### Your instructions
Gather all lines in the entries below that include the word "bubble".

Stored data
[Start of Attachment]

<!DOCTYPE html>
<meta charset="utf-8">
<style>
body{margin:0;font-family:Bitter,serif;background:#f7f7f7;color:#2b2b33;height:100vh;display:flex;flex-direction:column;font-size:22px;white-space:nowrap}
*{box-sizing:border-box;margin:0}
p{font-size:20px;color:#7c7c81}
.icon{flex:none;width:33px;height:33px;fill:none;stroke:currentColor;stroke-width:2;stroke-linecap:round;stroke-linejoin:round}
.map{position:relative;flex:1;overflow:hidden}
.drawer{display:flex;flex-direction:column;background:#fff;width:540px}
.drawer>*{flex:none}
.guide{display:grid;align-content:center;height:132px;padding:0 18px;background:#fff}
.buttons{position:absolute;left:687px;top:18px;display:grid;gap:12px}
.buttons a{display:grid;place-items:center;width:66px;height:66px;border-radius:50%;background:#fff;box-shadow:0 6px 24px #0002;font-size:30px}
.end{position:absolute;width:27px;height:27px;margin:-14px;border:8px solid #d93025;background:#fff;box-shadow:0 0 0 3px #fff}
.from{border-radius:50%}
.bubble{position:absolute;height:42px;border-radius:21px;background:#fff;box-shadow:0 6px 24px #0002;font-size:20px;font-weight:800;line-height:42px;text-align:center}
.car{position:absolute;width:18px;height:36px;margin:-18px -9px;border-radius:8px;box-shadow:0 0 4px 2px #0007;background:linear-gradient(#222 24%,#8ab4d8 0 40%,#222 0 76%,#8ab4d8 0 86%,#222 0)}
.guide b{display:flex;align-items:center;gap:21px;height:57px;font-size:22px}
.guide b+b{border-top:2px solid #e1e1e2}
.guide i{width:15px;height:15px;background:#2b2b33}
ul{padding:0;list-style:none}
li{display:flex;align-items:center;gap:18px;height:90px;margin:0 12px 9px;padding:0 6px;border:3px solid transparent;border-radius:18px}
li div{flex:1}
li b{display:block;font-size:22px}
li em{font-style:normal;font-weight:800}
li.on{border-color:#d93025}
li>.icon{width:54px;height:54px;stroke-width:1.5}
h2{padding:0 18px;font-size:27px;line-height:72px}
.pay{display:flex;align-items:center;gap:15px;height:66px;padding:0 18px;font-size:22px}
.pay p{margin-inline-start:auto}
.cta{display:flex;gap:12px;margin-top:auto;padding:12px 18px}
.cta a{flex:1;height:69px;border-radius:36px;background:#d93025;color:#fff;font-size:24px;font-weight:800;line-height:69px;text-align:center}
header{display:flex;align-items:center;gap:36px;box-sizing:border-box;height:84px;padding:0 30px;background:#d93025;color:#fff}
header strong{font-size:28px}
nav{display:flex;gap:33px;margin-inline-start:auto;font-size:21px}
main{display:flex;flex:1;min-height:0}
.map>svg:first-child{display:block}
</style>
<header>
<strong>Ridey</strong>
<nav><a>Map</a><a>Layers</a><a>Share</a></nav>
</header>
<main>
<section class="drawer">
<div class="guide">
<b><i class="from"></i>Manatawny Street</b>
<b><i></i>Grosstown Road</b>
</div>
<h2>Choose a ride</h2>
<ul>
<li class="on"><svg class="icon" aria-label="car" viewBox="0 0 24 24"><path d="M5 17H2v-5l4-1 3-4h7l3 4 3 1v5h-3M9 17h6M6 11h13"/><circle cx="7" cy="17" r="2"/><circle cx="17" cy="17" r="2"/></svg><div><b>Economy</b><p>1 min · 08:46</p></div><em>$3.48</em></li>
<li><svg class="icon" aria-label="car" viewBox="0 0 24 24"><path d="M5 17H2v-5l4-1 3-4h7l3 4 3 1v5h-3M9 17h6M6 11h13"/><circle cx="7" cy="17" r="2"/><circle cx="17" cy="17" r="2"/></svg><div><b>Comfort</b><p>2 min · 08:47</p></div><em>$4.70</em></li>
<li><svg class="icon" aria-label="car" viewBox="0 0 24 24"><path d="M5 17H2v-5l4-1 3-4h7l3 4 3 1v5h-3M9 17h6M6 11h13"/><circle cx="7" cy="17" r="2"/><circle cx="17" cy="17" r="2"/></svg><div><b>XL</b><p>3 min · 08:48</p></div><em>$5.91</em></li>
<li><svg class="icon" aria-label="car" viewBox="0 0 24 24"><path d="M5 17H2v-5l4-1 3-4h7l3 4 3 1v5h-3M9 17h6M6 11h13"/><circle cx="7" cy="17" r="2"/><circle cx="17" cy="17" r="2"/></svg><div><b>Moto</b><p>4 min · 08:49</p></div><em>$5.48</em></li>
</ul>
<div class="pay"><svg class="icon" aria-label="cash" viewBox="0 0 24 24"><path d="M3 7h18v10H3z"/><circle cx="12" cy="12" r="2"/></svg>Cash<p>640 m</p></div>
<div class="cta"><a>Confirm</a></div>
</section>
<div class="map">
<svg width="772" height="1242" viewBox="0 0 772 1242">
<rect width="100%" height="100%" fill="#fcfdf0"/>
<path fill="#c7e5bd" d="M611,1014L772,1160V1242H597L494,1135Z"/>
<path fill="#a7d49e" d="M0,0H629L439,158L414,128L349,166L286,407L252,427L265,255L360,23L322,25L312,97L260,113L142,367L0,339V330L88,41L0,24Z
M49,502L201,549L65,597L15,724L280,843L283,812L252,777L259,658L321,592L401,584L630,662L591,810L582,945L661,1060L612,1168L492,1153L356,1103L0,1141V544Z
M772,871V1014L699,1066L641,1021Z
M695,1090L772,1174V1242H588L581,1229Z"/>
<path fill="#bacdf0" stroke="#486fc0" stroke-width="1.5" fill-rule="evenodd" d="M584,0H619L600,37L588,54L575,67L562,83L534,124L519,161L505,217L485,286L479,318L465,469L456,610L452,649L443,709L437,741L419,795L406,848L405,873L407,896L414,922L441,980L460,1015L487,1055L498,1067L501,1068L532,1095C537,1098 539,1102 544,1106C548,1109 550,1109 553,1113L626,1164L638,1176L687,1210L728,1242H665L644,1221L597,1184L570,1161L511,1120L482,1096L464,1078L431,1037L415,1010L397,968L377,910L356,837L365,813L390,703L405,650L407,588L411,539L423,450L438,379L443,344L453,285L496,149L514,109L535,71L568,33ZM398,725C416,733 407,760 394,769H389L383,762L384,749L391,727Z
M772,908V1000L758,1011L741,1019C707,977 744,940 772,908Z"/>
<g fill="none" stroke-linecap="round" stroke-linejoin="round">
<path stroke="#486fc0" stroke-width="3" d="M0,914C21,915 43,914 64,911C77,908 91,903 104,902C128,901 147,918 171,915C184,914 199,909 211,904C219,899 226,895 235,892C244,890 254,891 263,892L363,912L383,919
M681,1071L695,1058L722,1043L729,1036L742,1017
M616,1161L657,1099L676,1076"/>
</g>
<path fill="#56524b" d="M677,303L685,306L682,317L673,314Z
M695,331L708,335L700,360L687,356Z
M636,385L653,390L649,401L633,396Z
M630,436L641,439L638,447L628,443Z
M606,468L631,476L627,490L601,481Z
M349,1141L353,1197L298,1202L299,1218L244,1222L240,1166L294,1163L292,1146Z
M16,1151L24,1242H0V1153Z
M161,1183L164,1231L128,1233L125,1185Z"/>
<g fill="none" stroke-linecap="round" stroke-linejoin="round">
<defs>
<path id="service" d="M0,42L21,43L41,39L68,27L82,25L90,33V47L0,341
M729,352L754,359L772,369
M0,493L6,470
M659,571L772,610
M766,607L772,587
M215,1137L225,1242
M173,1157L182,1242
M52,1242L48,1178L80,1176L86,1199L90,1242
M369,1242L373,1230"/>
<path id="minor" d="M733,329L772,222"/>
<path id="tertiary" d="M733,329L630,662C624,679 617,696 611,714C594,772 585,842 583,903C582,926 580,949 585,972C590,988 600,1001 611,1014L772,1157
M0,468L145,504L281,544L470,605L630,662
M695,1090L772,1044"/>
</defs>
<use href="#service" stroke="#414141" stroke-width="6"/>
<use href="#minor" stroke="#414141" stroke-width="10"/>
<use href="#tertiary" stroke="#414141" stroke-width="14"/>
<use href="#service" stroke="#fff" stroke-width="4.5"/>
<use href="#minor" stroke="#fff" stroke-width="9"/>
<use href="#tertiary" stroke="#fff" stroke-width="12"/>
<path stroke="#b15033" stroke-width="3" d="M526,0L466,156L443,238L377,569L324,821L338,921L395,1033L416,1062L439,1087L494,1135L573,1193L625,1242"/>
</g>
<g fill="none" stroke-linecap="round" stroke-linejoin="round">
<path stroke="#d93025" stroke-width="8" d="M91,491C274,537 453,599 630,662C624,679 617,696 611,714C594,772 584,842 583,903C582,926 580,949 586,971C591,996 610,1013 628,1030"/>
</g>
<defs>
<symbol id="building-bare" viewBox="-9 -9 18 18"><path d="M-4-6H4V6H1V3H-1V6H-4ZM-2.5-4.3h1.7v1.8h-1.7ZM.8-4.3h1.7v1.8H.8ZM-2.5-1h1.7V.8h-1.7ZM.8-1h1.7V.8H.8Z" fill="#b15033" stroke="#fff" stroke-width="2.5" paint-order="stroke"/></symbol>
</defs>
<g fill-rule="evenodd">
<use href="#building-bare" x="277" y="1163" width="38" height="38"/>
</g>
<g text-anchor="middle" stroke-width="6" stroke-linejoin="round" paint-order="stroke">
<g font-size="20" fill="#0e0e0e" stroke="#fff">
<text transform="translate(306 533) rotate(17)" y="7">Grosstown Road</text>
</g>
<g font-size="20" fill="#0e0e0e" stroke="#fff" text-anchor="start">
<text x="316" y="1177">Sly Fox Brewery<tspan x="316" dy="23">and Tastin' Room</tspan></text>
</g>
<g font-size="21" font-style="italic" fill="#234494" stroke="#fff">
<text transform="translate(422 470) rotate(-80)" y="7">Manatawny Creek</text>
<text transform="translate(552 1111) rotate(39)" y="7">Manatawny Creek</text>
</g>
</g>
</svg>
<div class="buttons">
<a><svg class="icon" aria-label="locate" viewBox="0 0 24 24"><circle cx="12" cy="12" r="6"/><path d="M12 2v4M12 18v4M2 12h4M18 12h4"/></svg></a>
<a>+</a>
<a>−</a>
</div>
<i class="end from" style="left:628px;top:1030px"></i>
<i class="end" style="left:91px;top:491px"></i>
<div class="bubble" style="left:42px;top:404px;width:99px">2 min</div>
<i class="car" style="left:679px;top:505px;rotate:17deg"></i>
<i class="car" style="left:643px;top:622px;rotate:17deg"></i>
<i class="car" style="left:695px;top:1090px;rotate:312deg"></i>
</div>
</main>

[End of Attachment]

### Answer section
.bubble{position:absolute;height:42px;border-radius:21px;background:#fff;box-shadow:0 6px 24px #0002;font-size:20px;font-weight:800;line-height:42px;text-align:center}
<div class="bubble" style="left:42px;top:404px;width:99px">2 min</div>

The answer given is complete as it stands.